→ ABOUT THIS TASK: Please count the lines in the data below that hold the word "roads", and give only the number.

→ Excerpts from a dataset:
--

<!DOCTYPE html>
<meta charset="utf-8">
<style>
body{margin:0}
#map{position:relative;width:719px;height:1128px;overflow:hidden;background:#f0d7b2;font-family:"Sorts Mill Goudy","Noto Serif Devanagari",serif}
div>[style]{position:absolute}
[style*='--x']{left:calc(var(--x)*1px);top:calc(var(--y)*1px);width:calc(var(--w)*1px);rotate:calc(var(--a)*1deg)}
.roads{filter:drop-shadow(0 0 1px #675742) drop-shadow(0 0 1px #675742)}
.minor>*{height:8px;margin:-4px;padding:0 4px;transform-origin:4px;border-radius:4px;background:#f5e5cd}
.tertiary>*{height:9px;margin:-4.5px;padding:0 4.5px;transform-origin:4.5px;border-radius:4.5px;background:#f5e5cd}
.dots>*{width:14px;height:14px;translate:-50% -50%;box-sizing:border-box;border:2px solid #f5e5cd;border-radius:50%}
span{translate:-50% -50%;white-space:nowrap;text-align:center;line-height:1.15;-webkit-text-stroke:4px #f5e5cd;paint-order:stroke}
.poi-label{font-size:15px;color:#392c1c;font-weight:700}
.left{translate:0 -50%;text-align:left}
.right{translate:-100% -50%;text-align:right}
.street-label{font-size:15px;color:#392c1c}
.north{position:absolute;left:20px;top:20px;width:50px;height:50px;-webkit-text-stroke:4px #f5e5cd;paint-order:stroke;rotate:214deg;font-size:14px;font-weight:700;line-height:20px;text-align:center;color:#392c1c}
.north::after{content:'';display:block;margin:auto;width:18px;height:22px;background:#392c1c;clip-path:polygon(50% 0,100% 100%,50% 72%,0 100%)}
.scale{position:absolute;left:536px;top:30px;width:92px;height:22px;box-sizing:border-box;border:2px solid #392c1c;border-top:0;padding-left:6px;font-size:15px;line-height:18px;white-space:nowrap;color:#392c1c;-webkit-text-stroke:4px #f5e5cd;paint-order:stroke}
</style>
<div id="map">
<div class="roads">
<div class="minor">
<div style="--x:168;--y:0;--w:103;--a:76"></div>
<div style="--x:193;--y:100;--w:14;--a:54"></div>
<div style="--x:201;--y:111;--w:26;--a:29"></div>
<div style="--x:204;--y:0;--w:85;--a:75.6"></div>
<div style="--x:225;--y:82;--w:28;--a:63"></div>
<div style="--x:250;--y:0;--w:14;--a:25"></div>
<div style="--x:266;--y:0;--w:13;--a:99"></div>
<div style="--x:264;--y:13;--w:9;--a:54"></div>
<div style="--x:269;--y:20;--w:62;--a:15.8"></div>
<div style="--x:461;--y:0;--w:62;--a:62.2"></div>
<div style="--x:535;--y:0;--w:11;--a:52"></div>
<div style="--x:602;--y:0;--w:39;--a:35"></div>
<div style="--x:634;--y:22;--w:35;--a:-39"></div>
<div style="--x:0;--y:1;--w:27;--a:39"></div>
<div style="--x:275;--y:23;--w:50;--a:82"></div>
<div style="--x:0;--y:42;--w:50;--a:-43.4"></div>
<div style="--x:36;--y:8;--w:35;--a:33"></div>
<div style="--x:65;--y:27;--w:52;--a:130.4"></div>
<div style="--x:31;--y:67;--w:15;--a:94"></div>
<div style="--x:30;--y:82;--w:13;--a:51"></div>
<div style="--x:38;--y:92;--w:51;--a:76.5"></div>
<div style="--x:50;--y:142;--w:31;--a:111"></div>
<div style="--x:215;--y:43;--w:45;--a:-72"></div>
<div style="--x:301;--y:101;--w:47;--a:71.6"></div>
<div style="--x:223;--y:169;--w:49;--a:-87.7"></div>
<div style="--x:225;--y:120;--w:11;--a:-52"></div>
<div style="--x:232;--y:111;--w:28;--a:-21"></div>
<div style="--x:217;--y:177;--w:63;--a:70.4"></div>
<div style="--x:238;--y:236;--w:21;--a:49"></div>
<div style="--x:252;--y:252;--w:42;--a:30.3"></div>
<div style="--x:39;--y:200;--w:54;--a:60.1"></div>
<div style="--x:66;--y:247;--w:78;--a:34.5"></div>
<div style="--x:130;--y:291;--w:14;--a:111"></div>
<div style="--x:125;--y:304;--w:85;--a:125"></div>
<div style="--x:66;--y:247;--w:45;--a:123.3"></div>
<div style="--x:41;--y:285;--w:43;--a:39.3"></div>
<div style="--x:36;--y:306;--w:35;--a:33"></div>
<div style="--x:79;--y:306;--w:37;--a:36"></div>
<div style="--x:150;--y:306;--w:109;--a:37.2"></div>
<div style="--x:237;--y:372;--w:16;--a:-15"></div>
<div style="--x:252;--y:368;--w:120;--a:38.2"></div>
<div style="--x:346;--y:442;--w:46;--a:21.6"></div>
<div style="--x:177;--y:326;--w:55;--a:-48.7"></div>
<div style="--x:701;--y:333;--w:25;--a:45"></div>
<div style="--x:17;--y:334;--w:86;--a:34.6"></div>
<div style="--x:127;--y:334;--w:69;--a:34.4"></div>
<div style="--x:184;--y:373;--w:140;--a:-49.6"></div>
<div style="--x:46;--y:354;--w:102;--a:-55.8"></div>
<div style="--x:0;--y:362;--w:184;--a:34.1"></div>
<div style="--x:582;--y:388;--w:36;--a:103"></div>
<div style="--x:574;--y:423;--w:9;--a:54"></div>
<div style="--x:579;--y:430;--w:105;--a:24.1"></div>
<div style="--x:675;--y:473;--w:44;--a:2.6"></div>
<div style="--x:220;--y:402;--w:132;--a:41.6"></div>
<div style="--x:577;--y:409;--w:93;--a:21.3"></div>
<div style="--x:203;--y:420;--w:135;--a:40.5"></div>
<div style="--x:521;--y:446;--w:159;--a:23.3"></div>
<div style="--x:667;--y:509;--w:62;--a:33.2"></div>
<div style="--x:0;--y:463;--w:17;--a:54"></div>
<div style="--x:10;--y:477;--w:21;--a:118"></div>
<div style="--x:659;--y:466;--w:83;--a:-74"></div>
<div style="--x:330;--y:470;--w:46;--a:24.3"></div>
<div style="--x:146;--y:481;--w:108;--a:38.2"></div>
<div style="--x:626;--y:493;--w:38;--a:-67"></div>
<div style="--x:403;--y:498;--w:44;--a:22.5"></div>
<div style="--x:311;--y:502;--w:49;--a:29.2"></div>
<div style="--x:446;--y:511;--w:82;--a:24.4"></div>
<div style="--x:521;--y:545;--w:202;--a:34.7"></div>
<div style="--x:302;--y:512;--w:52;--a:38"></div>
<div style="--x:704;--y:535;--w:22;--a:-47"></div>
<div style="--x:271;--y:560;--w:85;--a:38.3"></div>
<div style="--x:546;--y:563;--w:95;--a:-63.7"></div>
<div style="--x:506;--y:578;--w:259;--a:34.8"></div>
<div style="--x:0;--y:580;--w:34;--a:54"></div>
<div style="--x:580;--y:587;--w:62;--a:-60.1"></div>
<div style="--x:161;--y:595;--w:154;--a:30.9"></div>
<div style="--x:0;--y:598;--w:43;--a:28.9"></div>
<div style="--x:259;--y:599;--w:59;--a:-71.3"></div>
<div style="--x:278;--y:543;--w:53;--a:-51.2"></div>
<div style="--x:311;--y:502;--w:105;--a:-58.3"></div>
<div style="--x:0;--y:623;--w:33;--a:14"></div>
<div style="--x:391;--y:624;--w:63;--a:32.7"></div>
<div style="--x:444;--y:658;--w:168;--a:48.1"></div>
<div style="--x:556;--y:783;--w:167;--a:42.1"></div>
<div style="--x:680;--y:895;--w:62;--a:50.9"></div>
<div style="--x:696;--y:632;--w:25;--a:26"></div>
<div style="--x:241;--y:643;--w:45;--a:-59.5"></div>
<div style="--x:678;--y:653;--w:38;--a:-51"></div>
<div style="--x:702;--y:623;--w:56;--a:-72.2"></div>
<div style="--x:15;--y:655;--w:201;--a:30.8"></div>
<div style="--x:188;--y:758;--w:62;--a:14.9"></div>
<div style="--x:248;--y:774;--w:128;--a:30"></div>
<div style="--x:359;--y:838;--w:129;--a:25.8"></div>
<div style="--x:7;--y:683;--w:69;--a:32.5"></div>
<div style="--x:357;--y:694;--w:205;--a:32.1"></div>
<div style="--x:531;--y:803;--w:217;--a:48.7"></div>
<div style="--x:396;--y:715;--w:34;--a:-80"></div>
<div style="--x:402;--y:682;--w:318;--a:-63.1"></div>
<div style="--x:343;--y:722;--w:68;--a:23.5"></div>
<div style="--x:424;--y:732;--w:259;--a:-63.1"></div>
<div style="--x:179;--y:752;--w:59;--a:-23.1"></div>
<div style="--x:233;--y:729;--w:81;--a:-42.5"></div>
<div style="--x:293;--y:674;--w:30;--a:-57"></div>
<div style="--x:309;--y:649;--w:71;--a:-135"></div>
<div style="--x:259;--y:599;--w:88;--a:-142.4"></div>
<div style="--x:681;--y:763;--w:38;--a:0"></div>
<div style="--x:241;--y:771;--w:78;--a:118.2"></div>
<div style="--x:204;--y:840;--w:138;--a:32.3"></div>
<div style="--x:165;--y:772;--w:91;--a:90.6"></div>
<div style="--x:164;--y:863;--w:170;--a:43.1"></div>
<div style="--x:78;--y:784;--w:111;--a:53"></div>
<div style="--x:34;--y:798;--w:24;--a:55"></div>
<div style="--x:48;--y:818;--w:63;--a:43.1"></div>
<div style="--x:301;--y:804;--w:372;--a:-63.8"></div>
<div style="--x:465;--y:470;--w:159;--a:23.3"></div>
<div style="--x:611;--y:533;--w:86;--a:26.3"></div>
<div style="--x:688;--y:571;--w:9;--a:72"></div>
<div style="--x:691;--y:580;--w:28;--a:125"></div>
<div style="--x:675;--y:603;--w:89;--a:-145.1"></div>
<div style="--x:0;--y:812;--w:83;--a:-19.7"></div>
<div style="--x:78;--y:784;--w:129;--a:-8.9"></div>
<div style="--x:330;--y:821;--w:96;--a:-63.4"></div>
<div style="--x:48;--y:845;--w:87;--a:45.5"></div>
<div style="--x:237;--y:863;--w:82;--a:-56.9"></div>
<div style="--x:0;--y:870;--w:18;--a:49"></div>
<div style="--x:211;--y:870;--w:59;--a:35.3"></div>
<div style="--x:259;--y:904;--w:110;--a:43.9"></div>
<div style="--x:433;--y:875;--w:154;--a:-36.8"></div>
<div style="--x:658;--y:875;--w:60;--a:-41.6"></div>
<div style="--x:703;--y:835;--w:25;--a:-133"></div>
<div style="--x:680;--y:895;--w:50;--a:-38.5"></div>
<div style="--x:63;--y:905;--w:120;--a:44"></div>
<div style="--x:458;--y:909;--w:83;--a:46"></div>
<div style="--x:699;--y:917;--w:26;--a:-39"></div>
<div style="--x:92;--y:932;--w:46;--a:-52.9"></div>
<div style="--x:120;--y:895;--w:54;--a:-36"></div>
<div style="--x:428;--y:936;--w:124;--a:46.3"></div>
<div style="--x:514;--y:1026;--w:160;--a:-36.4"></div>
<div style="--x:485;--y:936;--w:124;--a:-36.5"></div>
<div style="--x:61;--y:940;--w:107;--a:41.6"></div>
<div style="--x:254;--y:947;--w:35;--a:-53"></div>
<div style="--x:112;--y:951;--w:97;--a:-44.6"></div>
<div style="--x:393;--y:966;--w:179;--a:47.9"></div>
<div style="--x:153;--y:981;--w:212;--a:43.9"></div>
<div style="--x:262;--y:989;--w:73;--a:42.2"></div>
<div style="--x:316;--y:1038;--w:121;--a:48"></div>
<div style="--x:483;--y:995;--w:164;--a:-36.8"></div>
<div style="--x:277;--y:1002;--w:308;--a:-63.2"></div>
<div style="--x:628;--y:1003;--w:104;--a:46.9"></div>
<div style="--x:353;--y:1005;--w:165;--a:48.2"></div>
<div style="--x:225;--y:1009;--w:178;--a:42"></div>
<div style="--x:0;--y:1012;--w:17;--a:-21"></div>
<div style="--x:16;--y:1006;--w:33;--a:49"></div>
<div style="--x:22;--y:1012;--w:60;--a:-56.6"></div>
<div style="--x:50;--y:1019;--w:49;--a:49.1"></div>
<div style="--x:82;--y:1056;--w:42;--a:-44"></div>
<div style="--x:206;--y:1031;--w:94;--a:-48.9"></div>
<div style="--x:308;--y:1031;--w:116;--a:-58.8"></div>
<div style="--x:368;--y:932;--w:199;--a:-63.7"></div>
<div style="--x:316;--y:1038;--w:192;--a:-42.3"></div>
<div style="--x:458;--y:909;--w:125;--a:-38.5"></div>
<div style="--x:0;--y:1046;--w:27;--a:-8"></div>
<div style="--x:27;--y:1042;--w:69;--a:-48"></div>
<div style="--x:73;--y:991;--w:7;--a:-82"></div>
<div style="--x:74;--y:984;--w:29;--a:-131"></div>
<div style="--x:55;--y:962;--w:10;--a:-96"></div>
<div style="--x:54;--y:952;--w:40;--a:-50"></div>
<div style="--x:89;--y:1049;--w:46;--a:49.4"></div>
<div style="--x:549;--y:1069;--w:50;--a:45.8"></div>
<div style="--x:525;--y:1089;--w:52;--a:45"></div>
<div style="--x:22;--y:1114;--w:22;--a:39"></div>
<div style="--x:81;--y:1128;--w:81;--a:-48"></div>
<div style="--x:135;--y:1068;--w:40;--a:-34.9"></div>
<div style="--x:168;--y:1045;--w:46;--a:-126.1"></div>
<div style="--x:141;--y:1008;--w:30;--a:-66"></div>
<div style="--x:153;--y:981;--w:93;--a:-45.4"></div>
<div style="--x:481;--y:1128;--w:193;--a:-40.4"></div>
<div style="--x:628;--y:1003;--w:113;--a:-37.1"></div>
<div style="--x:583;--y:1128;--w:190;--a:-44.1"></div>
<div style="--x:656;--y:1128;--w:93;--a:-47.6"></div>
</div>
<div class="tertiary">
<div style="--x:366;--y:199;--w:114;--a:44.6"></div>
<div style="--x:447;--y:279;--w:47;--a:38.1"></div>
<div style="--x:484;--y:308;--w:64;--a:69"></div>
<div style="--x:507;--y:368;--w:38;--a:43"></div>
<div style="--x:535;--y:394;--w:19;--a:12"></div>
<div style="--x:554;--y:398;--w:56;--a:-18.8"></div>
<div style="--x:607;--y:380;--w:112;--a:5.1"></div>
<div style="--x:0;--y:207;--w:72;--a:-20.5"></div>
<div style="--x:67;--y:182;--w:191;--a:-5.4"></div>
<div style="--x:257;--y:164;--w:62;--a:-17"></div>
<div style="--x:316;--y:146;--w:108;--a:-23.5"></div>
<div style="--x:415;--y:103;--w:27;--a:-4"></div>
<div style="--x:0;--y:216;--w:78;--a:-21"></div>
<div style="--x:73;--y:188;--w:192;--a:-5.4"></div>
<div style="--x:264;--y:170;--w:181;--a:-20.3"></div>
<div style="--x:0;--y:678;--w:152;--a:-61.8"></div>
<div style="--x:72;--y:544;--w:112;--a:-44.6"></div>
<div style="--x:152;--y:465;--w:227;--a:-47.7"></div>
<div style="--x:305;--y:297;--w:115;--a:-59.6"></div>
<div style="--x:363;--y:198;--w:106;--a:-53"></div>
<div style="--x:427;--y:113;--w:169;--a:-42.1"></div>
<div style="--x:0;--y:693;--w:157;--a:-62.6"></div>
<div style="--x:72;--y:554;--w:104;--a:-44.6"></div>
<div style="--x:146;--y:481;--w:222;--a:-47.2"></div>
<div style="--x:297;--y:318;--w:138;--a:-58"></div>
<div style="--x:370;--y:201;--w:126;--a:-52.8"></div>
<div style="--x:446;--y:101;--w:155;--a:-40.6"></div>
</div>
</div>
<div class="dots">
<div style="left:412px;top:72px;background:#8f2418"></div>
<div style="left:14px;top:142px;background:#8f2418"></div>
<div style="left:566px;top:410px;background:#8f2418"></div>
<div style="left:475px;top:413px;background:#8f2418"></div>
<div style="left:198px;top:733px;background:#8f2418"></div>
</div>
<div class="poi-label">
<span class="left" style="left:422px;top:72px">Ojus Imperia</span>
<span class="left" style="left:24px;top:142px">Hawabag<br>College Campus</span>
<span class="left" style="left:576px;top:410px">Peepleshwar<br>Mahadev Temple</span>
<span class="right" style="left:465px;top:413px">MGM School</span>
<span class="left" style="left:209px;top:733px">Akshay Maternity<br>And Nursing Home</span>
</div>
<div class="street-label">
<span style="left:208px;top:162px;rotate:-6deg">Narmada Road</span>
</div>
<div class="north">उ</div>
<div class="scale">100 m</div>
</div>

--

→ REPLY TO THE TASK: 2